I slept fitfully on Saturday night, which is to say barely at all. Not surprising, I guess, considering the way I'd spent the previous 24 hours.

After a happy Thanksgiving spent with 11 family members and a couple of stray neighbours, I set about packing for Friday's flight to London. First, however, I had to spend an hour and a half at the all-night laundromat on Solano Avenue, which apart from the maniacal bearded hippie intently playing some incessantly beeping handheld video game and who I soon vibed out the door, was completely empty. I highly recommend Thanksgiving night for those who prefer to do their laundry in solitude.

But the packing was presenting a problem. Normally my approach is to get either a mental picture or a written list of what I think I'll need to take, discover that only about half of it fits in my suitcase, and then proceed to remove all the things I really need and stuff my suitcase full of non-essentials, many of which I'll never even get around to unpacking. But this time I wasn't coming up with even the vaguest picture of what to pack. I wracked my brain again and again, but it came up resolutely blank.

So here it was 2 in the morning and I really had to get to bed if I hoped to get any sleep before setting off the airport, and all I'd accomplished was stuffing a smaller suitcase inside of a bigger one because I knew I'd need extra carrying capacity when I came back from London. Finally it sunk in: I didn't need to take anything. The main purpose of this trip was to retrieve the last of my belongings from my soon-to-be-former home. This would be my last trip to London, at least in the capacity of a resident. My dithering about what to pack had been little more than an escape mechanism to stop me brooding about that fact.

It seems like leaving London has been a foregone conclusion for so long now that it no longer needs thinking about, but I was startled to discover this morning while looking through my journal that I didn't make the final decision until September 30, not even two months ago. But events once set in motion take on a life of their own, and now I'm in no position to do anything other than go with the flow.

The flight over was smooth and uneventful, and were it not for (welcome home!) a complete cock-up on the Underground, I would have been in my flat and ready for bed by 8 am (we'd landed at 6:15). It ended up being closer to 9, and by the time I'd forced the door open over the two months' worth of mail that had accumulated, and started compulsively opening the mail to see if anyone had sent me money (hey, don't laugh, one other time when I came home there was a £100 cheque from my Premium Bond waiting for me), it was getting on for 11.
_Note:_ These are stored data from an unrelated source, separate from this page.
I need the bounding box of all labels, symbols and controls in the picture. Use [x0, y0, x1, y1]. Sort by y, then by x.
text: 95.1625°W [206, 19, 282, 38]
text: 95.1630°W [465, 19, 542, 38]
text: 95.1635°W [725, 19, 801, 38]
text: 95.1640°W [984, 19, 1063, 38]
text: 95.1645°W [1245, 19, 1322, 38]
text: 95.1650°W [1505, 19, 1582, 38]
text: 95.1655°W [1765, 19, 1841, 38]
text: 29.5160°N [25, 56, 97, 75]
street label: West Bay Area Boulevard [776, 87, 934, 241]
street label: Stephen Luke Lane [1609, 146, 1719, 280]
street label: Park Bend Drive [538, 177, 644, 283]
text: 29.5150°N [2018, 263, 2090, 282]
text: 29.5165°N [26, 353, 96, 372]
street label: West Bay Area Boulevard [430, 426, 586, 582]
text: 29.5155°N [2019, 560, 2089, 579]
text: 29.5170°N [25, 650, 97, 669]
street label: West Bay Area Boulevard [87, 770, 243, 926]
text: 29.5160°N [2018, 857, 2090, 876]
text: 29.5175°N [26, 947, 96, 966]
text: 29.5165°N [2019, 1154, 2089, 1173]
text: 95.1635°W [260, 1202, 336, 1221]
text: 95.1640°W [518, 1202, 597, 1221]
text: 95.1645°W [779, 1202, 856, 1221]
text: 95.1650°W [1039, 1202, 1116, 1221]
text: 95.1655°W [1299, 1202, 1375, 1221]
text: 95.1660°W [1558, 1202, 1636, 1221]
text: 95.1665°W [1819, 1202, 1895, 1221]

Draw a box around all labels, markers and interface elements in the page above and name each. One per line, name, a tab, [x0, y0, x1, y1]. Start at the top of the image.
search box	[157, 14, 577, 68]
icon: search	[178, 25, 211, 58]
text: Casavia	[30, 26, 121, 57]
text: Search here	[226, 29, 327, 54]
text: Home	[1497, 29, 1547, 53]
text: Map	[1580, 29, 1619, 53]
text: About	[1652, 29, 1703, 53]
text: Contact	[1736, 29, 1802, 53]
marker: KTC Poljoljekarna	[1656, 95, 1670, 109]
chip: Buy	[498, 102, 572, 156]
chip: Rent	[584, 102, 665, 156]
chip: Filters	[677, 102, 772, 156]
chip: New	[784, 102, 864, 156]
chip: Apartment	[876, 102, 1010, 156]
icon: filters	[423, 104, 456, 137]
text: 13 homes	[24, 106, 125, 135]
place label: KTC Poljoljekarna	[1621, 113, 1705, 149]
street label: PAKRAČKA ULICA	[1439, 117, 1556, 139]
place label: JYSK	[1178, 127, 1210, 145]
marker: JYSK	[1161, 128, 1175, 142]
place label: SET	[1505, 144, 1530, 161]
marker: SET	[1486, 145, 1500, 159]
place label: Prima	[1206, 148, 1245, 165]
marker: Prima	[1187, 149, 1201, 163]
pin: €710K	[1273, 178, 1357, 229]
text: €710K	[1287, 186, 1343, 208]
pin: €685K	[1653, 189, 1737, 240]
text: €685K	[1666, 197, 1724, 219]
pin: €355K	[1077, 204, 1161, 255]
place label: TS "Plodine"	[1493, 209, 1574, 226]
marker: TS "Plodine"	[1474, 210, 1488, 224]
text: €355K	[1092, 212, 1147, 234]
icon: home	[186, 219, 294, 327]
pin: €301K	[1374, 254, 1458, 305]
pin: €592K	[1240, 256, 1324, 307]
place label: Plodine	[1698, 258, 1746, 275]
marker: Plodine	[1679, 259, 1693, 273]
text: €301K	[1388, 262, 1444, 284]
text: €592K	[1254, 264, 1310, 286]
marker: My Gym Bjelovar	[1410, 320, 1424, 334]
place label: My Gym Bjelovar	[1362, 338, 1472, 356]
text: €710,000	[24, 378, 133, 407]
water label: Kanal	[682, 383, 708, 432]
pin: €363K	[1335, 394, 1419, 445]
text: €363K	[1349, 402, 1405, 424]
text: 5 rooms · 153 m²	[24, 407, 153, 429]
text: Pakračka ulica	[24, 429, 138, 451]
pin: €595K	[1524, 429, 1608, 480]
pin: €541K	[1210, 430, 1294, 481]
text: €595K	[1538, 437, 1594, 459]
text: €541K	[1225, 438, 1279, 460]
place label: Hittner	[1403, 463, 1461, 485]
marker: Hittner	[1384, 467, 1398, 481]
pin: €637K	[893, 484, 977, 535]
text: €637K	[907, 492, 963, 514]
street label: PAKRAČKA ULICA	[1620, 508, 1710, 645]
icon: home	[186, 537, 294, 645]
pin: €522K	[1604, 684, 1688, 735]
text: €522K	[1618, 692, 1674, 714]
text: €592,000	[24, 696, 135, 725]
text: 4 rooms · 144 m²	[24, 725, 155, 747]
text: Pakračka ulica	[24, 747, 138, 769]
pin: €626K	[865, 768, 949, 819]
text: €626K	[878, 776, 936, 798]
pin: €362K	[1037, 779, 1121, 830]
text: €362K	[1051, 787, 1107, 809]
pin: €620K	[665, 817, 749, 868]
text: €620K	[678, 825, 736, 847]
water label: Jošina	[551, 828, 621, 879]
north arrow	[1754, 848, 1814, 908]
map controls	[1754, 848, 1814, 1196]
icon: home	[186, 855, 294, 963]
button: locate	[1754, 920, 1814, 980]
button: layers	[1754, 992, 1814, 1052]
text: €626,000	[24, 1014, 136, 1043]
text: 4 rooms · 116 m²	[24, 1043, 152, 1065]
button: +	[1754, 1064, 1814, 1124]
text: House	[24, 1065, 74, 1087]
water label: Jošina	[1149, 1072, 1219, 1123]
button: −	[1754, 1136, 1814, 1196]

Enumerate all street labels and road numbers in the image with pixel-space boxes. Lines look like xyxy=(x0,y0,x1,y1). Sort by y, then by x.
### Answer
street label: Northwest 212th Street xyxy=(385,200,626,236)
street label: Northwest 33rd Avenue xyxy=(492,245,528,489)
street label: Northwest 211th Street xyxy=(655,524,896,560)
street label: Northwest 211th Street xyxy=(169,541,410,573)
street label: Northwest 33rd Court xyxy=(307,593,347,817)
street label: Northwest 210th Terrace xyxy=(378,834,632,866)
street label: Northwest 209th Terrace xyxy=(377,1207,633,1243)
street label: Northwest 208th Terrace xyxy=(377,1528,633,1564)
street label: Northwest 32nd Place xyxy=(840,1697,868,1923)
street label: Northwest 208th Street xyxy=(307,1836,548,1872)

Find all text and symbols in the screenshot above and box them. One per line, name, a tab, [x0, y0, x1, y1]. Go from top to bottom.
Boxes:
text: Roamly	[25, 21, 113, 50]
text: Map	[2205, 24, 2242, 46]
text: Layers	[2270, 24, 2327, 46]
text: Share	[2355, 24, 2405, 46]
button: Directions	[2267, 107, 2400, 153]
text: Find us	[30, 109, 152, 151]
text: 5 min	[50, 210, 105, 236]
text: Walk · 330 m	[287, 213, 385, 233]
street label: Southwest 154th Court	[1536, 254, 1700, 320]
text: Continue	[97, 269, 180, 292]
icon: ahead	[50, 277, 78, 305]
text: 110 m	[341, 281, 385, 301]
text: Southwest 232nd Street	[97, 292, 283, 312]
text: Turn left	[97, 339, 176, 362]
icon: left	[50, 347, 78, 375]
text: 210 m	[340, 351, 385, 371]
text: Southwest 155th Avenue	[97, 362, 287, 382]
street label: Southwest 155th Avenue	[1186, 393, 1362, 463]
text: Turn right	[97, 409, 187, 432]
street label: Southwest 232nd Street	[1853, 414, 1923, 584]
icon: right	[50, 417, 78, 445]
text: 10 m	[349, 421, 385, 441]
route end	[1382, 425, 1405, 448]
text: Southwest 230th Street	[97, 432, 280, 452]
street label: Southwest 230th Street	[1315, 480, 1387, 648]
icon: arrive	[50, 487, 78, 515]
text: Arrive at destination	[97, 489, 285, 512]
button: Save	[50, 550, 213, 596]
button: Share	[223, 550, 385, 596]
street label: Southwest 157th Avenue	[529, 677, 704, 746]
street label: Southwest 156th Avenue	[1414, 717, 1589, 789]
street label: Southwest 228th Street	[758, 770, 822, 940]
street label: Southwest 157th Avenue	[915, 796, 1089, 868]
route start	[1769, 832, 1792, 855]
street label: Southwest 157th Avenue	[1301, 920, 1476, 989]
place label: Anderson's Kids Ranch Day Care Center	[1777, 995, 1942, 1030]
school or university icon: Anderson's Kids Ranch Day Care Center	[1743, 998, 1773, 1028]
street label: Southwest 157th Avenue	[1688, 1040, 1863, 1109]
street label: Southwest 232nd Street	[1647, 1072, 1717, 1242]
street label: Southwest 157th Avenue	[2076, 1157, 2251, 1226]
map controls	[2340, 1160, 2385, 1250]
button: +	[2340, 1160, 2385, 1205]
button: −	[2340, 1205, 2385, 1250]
The reason I was so determined to get to bed - well, not really, I guess - was that I had to be up again shortly after 1 to go to the football. I made it, though a bit blearily, and had an excellent seat at centre pitch to watch my beloved and maddening Fulham lose a desultory match to Premiership newcomers Reading. Fulham's Ian Pearce gave away a penalty by lopping a Reading attacker's legs out from under him only a couple yards from goal; Reading converted to make it 1-0 after only 17 minutes, and that was the game. A 10-man Fulham squad - Pearce had been sent off - tried to make a go of it, but neither team looked much like scoring. If not for the penalty, it almost certainly would have ended up 0-0.

The 1+ mile each way between Craven Cottage and Hammersmith Station was the farthest I've walked since my foot operation, and that combined with the damp and blustery weather convinced me to spend the rest of the day in the house. I noticed that the Thames was fuller than usual, even lapping halfway up the trunks of some trees on the far side, and observed that the radio and newspapers were no longer talking about the drought that they'd been banging on about for the past two years. Now it was all about the floods.

Anyway, after napping off and on through most of the evening, waking up in time to watch Match Of The Day (the Fulham defeat didn't look any more appetising on TV than it had in real life), found at midnight that I was wide awake and couldn't get back to sleep. Until about 6 am, that is, and that lasted only until about 8, when I woke up as it was getting light outside.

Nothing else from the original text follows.